Dans cette course aux rendements l’Afrique prend du retard : en 2000, les dépenses publiques de R&D agricoles étaient de €1500 millions en Afrique, 2500 en Amérique Latine, 7.500 en Asie et 12.800 dans l’OCDE où la recherche privée est aussi très importante.

Changer de modèle

Changer de modèle est sans doute la chose la plus difficile tant sont importantes d’une part les références culturelles et les habitudes et d’autre part le désir de s’identifier à ceux que l’on considère comme enviables en les imitant. (La première usine étrangère à s’installer en Chine après la révolution culturelle a été Coca-cola).

Les changements peuvent venir de pénuries, de hausse des prix ou d’un effort citoyen (citoyen du monde). Manger moins,  moins de viande et de poisson, ne pas consommer des fruits et légumes hors saison ; être attentif à l’étiquetage sur la fabrication, les ingrédients et la provenance …  sont des pistes ou s’engager individuellement et collectivement.

Qui va produire ?

Pour relever le deuxième défi et pour relever le premier de façon durable, le choix politique essentiel est dans l’équilibre que chaque pays voudra maintenir entre les grandes exploitations industrielles et l’agriculture familiale..

Promouvoir une agriculture familiale est nécessaire pour répondre au deuxième défi et assurer la protection de l’environnement. Cela demande dans chaque pays un Etat fort et une classe politique courageuse capables de mener à bien des réformes agraires, d’apporter un soutien technique et financier aux petites exploitations et de garantir la propriété foncière pour les petits exploitants. Il faudrait, aussi, un accord au niveau international sur le droit pour les pays pauvres à une certaine protection aux frontières (frontières régionales plutôt que nationales pour bénéficier d’une certaine concurrence et de la relative diversité des productions et des climats) et sur la manière de faciliter l’accès aux semences à haut rendement. De plus en plus, les paysans doivent acheter chaque année ces semences (cas de Terminator) ou   payer une redevance pour pouvoir les utilise les graines provenant de la récolte précédente.
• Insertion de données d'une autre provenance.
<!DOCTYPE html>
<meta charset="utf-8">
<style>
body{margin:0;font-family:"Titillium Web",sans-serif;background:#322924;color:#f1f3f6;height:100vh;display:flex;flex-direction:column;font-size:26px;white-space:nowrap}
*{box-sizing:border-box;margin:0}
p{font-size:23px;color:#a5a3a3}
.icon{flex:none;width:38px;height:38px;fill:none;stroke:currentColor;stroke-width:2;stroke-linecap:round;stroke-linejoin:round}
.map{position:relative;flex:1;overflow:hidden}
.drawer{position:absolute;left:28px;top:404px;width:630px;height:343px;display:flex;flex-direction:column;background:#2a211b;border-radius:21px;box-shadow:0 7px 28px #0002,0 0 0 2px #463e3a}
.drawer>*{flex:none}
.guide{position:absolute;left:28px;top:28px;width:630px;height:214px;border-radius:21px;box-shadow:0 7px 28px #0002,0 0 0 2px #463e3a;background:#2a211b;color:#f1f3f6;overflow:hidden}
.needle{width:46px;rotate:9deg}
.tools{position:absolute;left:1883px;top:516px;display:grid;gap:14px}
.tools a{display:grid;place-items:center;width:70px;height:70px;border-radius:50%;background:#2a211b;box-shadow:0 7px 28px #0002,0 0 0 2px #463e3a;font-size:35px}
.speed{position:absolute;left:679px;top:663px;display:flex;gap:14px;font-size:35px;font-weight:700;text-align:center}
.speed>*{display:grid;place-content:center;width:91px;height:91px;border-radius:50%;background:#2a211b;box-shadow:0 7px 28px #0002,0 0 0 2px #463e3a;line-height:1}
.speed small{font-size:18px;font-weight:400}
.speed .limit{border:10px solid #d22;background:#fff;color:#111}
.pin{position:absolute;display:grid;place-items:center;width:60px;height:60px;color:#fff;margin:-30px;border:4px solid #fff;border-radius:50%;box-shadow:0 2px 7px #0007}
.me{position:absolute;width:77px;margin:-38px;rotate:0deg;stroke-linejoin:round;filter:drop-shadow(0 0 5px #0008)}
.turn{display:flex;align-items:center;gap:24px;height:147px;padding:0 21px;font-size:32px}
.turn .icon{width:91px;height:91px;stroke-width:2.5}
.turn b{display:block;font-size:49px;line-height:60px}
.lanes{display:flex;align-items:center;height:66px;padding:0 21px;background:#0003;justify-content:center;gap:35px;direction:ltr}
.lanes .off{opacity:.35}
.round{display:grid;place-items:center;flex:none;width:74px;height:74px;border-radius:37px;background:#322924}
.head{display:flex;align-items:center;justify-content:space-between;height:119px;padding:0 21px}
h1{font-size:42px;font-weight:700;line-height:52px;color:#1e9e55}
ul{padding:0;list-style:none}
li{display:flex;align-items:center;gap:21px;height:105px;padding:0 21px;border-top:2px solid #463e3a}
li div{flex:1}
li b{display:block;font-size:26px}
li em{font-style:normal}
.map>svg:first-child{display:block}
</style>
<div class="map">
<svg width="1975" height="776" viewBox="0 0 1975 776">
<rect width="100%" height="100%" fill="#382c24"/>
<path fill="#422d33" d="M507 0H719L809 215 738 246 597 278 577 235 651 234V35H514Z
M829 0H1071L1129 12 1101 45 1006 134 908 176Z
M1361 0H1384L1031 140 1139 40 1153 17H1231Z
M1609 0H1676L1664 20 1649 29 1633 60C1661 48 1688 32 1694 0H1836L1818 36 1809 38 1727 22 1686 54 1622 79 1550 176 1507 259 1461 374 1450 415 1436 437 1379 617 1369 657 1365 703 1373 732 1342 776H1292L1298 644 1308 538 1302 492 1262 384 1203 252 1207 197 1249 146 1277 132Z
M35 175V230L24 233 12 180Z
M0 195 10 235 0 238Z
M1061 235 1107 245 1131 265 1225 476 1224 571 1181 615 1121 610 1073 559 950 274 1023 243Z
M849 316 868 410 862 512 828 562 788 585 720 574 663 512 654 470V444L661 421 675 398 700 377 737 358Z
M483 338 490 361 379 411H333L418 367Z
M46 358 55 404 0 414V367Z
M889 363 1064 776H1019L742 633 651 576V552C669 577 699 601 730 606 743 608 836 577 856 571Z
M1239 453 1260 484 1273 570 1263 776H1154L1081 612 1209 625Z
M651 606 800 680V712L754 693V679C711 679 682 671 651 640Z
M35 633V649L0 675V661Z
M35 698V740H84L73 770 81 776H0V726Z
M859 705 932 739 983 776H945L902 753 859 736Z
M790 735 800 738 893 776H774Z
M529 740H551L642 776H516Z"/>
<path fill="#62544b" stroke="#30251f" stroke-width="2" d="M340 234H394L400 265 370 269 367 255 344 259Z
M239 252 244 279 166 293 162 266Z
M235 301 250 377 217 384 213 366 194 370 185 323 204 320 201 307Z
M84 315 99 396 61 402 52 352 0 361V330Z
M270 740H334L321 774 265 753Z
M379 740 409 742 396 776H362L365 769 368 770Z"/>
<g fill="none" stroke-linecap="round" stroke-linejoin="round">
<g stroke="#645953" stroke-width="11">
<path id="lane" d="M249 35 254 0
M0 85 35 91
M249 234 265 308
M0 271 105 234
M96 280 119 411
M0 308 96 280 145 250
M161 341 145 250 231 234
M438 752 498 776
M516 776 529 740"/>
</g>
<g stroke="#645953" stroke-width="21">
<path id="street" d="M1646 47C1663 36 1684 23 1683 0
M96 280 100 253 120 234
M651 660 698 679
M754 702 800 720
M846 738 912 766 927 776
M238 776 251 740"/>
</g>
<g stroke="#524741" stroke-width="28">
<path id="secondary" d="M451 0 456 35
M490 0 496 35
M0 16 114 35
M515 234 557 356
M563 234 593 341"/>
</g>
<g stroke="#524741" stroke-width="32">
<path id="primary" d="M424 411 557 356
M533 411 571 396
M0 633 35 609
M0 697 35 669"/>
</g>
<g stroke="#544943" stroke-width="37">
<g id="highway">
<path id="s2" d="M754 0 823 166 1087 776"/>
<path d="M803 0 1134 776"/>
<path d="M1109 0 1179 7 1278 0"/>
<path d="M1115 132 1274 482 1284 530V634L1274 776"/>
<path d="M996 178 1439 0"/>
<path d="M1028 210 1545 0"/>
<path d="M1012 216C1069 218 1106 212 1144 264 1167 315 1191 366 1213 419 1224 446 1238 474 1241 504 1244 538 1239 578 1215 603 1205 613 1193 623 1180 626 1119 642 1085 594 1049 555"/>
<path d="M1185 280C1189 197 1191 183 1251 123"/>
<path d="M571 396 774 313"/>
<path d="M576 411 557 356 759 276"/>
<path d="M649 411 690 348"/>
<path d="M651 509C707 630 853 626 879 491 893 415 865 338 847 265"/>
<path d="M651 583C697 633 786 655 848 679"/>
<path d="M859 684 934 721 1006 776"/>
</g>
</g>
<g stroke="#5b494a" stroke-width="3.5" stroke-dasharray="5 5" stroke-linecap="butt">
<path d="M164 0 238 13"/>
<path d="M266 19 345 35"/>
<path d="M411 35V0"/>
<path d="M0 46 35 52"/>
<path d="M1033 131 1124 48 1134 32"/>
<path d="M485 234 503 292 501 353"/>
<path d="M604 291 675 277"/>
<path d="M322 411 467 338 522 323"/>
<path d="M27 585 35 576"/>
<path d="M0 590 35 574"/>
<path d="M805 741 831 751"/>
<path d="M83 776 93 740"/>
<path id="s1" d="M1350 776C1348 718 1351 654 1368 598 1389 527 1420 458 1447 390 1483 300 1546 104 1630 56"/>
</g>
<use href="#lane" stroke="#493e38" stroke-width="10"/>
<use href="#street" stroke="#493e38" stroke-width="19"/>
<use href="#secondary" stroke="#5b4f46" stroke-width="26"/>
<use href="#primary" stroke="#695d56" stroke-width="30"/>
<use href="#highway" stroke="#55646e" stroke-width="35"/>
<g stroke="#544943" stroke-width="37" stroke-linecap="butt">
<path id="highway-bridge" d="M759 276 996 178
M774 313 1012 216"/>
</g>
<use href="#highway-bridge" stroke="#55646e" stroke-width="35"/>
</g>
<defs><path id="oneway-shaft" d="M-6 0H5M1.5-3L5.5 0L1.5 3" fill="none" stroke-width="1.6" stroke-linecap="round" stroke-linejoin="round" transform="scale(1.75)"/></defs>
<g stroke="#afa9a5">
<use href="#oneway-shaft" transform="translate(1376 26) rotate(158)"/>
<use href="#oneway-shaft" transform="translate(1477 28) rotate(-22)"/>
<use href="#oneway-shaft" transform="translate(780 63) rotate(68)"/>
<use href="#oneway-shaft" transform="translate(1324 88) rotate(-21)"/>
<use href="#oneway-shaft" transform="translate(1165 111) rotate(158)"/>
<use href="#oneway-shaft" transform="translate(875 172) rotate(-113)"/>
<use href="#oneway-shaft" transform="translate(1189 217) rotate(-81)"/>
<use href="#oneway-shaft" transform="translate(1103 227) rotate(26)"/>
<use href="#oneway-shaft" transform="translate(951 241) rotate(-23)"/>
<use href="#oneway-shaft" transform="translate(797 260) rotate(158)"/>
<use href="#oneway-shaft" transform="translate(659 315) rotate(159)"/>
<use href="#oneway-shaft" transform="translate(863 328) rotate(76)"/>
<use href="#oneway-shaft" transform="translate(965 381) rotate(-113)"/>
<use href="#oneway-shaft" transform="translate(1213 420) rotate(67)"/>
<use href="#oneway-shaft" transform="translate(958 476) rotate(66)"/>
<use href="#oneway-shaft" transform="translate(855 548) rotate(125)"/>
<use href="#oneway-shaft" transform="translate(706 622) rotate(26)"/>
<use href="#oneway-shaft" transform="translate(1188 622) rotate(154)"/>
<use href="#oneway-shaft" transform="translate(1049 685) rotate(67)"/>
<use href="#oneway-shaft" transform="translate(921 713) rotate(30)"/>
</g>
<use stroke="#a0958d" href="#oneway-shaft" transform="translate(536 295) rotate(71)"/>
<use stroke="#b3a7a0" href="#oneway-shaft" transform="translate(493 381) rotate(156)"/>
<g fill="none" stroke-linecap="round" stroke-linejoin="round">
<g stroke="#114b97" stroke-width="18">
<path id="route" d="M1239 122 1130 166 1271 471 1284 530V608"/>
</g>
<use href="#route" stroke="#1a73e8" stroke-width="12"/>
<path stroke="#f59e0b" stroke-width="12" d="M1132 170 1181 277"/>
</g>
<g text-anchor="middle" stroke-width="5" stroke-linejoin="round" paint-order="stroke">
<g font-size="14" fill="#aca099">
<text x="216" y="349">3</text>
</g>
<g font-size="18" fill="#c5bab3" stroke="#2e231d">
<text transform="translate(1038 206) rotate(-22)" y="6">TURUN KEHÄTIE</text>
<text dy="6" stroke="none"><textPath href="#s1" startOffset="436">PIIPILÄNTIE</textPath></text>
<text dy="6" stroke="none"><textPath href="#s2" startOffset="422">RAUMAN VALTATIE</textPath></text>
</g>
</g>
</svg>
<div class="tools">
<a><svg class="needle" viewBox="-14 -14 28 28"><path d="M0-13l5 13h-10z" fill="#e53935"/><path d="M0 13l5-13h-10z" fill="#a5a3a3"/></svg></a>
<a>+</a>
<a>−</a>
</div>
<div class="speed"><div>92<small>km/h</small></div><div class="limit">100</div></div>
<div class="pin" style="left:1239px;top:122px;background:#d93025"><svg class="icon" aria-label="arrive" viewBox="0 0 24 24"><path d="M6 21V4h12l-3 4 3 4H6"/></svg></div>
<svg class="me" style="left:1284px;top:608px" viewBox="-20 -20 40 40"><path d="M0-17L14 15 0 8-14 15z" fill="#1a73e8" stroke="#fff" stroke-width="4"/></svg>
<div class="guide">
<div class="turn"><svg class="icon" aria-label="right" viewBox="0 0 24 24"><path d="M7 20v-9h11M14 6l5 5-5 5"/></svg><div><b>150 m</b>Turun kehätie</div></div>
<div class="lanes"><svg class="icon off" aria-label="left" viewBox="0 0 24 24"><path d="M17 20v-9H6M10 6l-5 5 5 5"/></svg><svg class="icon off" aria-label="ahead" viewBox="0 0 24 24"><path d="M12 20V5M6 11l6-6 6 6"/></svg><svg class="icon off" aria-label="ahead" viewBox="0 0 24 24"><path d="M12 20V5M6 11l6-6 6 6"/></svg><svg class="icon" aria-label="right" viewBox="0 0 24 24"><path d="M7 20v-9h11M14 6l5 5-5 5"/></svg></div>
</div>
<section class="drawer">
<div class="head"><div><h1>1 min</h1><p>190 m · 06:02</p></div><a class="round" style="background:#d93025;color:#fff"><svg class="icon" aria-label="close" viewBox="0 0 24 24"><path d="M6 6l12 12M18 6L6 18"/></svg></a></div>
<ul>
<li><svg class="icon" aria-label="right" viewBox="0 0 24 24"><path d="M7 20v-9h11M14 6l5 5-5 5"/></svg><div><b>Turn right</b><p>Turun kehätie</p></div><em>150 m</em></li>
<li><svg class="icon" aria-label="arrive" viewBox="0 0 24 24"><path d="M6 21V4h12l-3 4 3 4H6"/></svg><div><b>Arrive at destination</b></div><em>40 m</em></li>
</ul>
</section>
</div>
Or, nourrir la planète va susciter des ambitions. L’agro-industrie considère que c’est son rôle.   Les pays qui ont le potentiel de devenir de grands exportateurs sans avoir à subventionner leurs agriculteurs voient les avantages stratégiques qu’ils pourront en tirer et sont de fervents avocats de l’agro-industrie et de la libéralisation des échanges de produits agricoles dans les négociations de l’OMC.  Des Etats achètent ou louent des terres dans d’autres pays pour assurer la sécurité alimentaire de leurs concitoyens. Des pays vendent ou louent leurs terres parfois au détriment de la sécurité alimentaire de leurs habitants. Des entreprises agroindustrielles achètent des terres avec le soutien des banques et l’argent des investisseurs qui y voient des sources de profits.

Le rapport des forces économiques est, aujourd’hui, clairement en faveur de l’agro-industrie et la perspective de voir de plus en plus de petits paysans expulsés de leur terre et aller grossir les bidonvilles est le scénario le plus probable.

Réflexions en guise de conclusion

L’accès à la terre a toujours été source de dignité, de richesse et de conflits. Le combat pour l’accès à la terre va s’intensifier sous l’effet de la croissance démographique, de la croissance des villes, de la demande d’agro carburants.

Un équilibre, différent d’un pays à l’autre, est souhaitable entre agriculture industrielle et exploitations familiale. Réaliser cet équilibre requiert une volonté politique mise en œuvre par un Etat fort et soutenue par l’action de la société civile.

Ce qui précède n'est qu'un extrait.